HOW TO COMPLETE THIS TASK ▸
Return the lines below that contain "Math".
--- RECORDS SHOWN ---
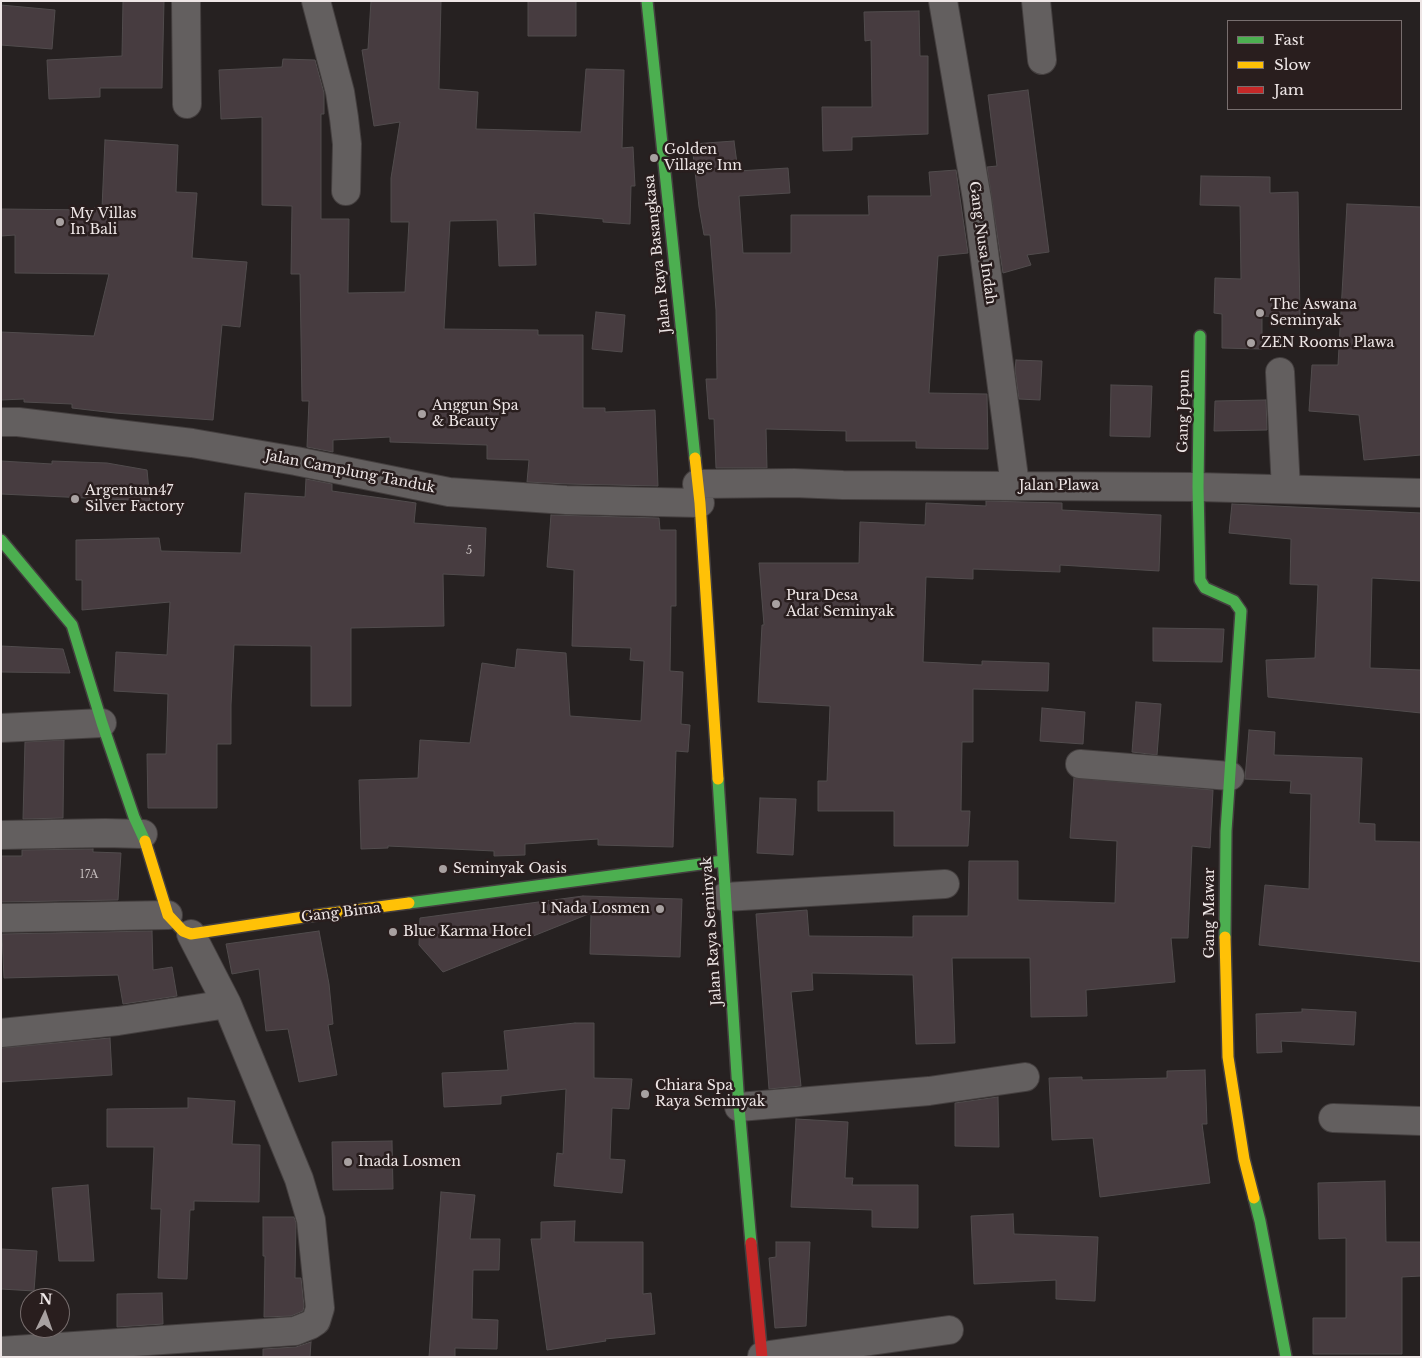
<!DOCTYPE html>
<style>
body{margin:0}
#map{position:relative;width:1422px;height:1358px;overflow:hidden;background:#262121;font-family:"Libre Baskerville",serif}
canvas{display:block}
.frame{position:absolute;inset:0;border:2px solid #eee6e6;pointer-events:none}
.legend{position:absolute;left:1227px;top:20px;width:175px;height:90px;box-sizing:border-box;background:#291e1e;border:1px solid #786e6e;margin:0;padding:6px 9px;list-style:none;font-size:15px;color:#eee6e6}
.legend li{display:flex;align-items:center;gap:10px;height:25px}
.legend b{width:25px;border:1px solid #786e6e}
.north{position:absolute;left:20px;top:1288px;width:50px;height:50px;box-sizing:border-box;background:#291e1e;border:1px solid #786e6e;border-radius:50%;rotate:3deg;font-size:14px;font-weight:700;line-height:20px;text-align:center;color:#eee6e6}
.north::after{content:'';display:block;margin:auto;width:18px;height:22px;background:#a8a1a1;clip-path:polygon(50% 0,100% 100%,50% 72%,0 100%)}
</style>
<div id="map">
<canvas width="1422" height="1358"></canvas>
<div class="frame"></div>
<ul class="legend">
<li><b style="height:6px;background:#4caf50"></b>Fast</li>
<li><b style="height:6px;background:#ffc107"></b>Slow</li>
<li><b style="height:6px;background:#c62828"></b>Jam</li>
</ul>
<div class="north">N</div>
</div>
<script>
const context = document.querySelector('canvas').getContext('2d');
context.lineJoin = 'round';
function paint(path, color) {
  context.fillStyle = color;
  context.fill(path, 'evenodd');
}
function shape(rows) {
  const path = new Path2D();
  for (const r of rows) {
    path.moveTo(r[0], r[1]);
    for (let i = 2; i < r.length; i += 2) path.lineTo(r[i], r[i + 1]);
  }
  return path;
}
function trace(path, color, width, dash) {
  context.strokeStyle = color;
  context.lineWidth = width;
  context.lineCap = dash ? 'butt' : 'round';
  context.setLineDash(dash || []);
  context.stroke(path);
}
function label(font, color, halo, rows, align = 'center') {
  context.font = font + ' "Libre Baskerville",serif';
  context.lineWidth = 5;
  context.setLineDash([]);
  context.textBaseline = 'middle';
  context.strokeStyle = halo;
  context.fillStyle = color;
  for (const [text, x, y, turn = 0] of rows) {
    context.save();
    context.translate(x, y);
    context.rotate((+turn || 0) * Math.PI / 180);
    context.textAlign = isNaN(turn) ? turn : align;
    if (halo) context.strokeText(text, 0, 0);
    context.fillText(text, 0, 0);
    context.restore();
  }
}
const building = shape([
 [123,1,164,1,162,88,100,88,100,97,49,99,47,60,122,56,123,1],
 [371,1,441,1,439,89,478,92,476,129,581,132,586,69,624,70,622,148,633,147,635,186,631,186,630,224,603,222,603,219,534,213,536,265,499,266,497,220,450,221,444,329,538,330,538,335,583,335,583,408,605,408,605,412,655,410,658,486,567,484,527,482,529,460,487,459,487,445,390,442,390,437,333,440,333,452,307,447,309,401,302,401,300,274,291,274,292,206,262,205,262,117,221,119,219,70,282,67,283,59,315,60,324,93,324,114,321,114,321,219,349,219,348,293,405,292,409,222,391,222,391,178,400,122,374,126,362,50,368,49,371,1],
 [528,1,576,1,576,36,528,36,528,1],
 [1,5,55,10,52,49,1,45,1,5],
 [919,11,920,56,928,56,928,134,852,137,852,150,823,151,822,107,872,107,871,40,865,41,864,12,919,11],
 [1028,90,1049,252,1027,255,1031,265,1003,273,987,167,997,166,988,95,1028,90],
 [105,140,178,145,176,192,197,193,192,258,247,262,240,327,222,325,213,420,115,413,72,408,72,404,24,402,24,399,1,400,1,332,94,336,109,274,15,273,15,235,1,236,1,209,94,210,94,208,102,208,105,140],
 [734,141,738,171,788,168,790,193,739,196,743,253,791,253,791,215,869,215,868,196,931,196,929,172,956,170,968,253,938,256,929,393,987,394,988,449,916,448,916,441,846,441,846,431,766,429,767,468,716,468,714,419,709,419,706,379,717,379,716,310,710,235,704,235,699,207,692,144,734,141],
 [1201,176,1270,177,1270,193,1298,192,1300,318,1262,316,1262,349,1222,348,1222,314,1214,313,1215,278,1241,279,1240,206,1200,205,1201,176],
 [1347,204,1421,207,1421,455,1364,460,1359,415,1309,411,1312,365,1338,365,1347,204],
 [596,312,625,315,622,352,592,349,596,312],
 [1016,360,1042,361,1040,400,1019,399,1015,370,1016,360],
 [1111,385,1152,386,1150,437,1110,436,1111,385],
 [1266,400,1267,430,1214,431,1215,401,1266,400],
 [1,461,52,464,52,461,107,463,147,470,150,501,1,494,1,461],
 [306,479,332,484,332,491,416,503,414,523,486,528,484,576,443,574,444,626,351,628,351,706,311,706,311,646,234,645,231,705,231,744,217,744,217,808,148,808,147,754,166,754,168,694,114,691,116,652,167,655,170,602,82,610,82,580,76,580,76,540,159,538,161,551,241,553,245,493,305,497,306,479],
 [986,501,1062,503,1062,510,1161,515,1159,571,1060,565,1060,572,973,569,973,579,926,577,923,662,982,665,982,661,1049,663,1048,691,973,689,973,742,962,742,961,811,970,811,968,846,894,846,894,811,818,811,818,781,827,781,830,706,758,702,762,625,764,625,759,563,859,563,860,522,925,525,926,503,986,506,986,501],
 [1232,504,1421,513,1421,581,1372,578,1370,668,1421,670,1421,713,1268,697,1266,660,1315,658,1318,585,1290,584,1291,539,1229,533,1232,504],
 [551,515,659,518,660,530,676,530,676,606,671,606,670,671,683,672,681,724,690,725,688,752,676,751,673,847,598,845,598,839,525,844,525,855,494,856,494,851,388,846,388,848,361,849,359,780,418,778,420,740,470,743,482,663,515,668,517,649,566,653,570,716,641,721,644,661,630,660,631,648,572,646,574,570,547,567,551,515],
 [1153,628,1224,629,1222,662,1153,661,1153,628],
 [1,646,63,649,70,673,1,672,1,646],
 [1136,702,1161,704,1157,755,1132,752,1136,702],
 [1042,708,1085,712,1083,744,1040,741,1042,708],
 [1249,730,1275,732,1274,755,1362,758,1359,823,1375,824,1375,841,1421,842,1421,962,1259,945,1265,885,1309,889,1311,794,1290,793,1291,781,1245,779,1249,730],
 [64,740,63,818,23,819,25,742,64,740],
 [1074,778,1213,790,1210,848,1192,846,1188,938,1171,938,1175,982,1086,990,1087,1016,1031,1017,1030,958,952,958,955,1043,916,1044,913,975,812,973,813,990,791,992,801,1086,769,1089,756,914,807,910,809,936,913,937,913,916,968,916,969,861,1018,861,1018,900,1115,903,1117,841,1070,838,1074,778],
 [760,798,796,799,793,855,757,853,760,798],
 [93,849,93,852,121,853,118,900,1,902,1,856,22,856,22,850,93,849],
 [583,896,682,899,680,957,590,954,591,913,443,972,419,945,420,918,583,896],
 [152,931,153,970,172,967,177,996,123,1004,118,975,4,978,2,934,152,931],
 [319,931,329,984,333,1024,328,1025,337,1075,299,1082,288,1029,266,1031,259,969,232,974,226,944,319,931],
 [1302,1009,1356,1012,1354,1045,1281,1041,1282,1052,1257,1053,1256,1014,1302,1012,1302,1009],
 [575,1023,594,1023,594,1078,632,1079,629,1109,612,1108,610,1159,625,1160,622,1193,554,1186,557,1153,563,1154,566,1089,501,1096,501,1104,444,1107,442,1073,508,1070,504,1031,575,1023],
 [110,1038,112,1075,1,1082,1,1048,110,1038],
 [1205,1070,1207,1124,1202,1124,1210,1183,1100,1197,1093,1138,1052,1140,1049,1078,1082,1077,1082,1080,1167,1078,1167,1071,1205,1070],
 [998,1097,999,1147,955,1146,955,1103,998,1097],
 [188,1098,235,1101,232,1144,260,1145,259,1202,194,1201,194,1210,190,1210,187,1279,158,1278,161,1209,151,1209,154,1147,107,1147,107,1109,188,1108,188,1098],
 [796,1119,848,1122,845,1178,853,1178,852,1185,918,1185,918,1228,872,1227,872,1210,791,1207,796,1119],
 [392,1141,393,1189,333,1190,332,1142,392,1141],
 [1385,1181,1386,1242,1421,1242,1421,1276,1402,1277,1402,1354,1313,1354,1313,1318,1346,1318,1346,1238,1319,1239,1318,1183,1385,1181],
 [88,1185,94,1261,59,1261,52,1188,88,1185],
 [441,1192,475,1195,470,1239,500,1239,499,1270,473,1270,472,1319,498,1320,497,1349,455,1348,455,1357,429,1357,441,1192],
 [1013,1214,1014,1234,1098,1237,1095,1301,1056,1299,1056,1280,974,1284,971,1216,1013,1214],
 [263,1217,294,1217,296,1223,295,1278,301,1278,304,1306,303,1311,291,1316,264,1317,265,1256,263,1256,263,1217],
 [575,1221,574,1242,643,1242,643,1294,651,1293,655,1334,605,1339,606,1341,547,1350,531,1239,541,1239,541,1222,575,1221],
 [776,1242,810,1242,806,1326,775,1328,769,1258,776,1257,776,1242],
 [1,1249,37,1251,34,1291,1,1289,1,1249],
 [162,1293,163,1324,117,1327,117,1294,162,1293],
 [311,1342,310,1357,263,1357,263,1349,296,1347,311,1342]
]);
const street = shape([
 [186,1,187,104],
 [316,1,340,92,344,118,347,144,346,191],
 [943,1,977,199,1015,485],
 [1036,1,1042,60],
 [1280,372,1286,489],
 [1,422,18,422,192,443,296,461,449,492,566,500,700,503],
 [697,484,794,483,843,485,1198,487,1421,493],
 [1,728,102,723],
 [1080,764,1230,776],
 [1,835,105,833,143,834],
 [725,897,945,884],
 [1,918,168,915],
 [1,1033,118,1021,227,1004],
 [739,1107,929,1091,1025,1077],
 [1333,1118,1421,1121],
 [1,1351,295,1331,310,1325,316,1321,320,1308,311,1220,299,1179,227,1004,191,934],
 [762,1356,949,1330]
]);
const fast = shape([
 [647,1,695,458],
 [1200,336,1198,487,1200,580,1205,588,1234,601,1241,611,1226,831,1225,937],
 [1,540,72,625,102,723,134,817,145,841],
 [718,779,739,1107,751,1243],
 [409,903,723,861],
 [1254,1198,1260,1221,1286,1357]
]);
const slow = shape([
 [695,458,700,503,718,779],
 [145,841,168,915,183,931,191,934,317,915,409,903],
 [1225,937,1228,1057,1244,1159,1254,1198]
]);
const jam = shape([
 [751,1243,762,1357]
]);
const markers = [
 [654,158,5,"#a8a1a1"],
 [60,222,5,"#a8a1a1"],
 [1260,313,5,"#a8a1a1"],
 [1251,343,5,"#a8a1a1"],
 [422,414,5,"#a8a1a1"],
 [75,499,5,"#a8a1a1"],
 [776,604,5,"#a8a1a1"],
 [443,869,5,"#a8a1a1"],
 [660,909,5,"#a8a1a1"],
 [393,932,5,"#a8a1a1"],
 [645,1094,5,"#a8a1a1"],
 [348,1162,5,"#a8a1a1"]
];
const numberNames = [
 ["5",469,551],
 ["17A",89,875]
];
const poiNames = [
 ["Golden",664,150],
 ["Village Inn",664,166],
 ["My Villas",70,214],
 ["In Bali",70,230],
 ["The Aswana",1270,305],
 ["Seminyak",1270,321],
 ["ZEN Rooms Plawa",1261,343],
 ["Anggun Spa",432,406],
 ["& Beauty",432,422],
 ["Argentum47",85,491],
 ["Silver Factory",85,507],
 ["Pura Desa",786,596],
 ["Adat Seminyak",786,612],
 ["Seminyak Oasis",453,869],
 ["I Nada Losmen",650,909,"right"],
 ["Blue Karma Hotel",403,932],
 ["Chiara Spa",655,1086],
 ["Raya Seminyak",655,1102],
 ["Inada Losmen",358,1162]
];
const streetNames = [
 ["Gang Nusa Indah",982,243,82],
 ["Jalan Raya Basangkasa",658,254,-96],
 ["Gang Jepun",1184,411,-89],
 ["Jalan Camplung Tanduk",350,472,11],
 ["Jalan Plawa",1059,486],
 ["Gang Bima",341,913,-7],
 ["Gang Mawar",1210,913,-90],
 ["Jalan Raya Seminyak",712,931,-94]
];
paint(building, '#473c40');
trace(building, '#514c4d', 1);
trace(street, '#443f3f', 30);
trace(fast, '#443f3f', 14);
trace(slow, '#443f3f', 14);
trace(jam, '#443f3f', 14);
trace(street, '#635f5f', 28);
trace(fast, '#4caf50', 11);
trace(slow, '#ffc107', 11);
trace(jam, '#c62828', 11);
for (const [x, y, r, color] of markers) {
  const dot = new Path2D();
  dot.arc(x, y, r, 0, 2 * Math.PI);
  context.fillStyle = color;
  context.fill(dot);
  trace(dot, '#291e1e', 2);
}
label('11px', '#c4bcbc', null, numberNames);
label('14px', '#eee6e6', '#291e1e', poiNames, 'left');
label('14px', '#eee6e6', '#291e1e', streetNames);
</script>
---
RESPONSE TO THE TASK ▸
    context.rotate((+turn || 0) * Math.PI / 180);
  dot.arc(x, y, r, 0, 2 * Math.PI);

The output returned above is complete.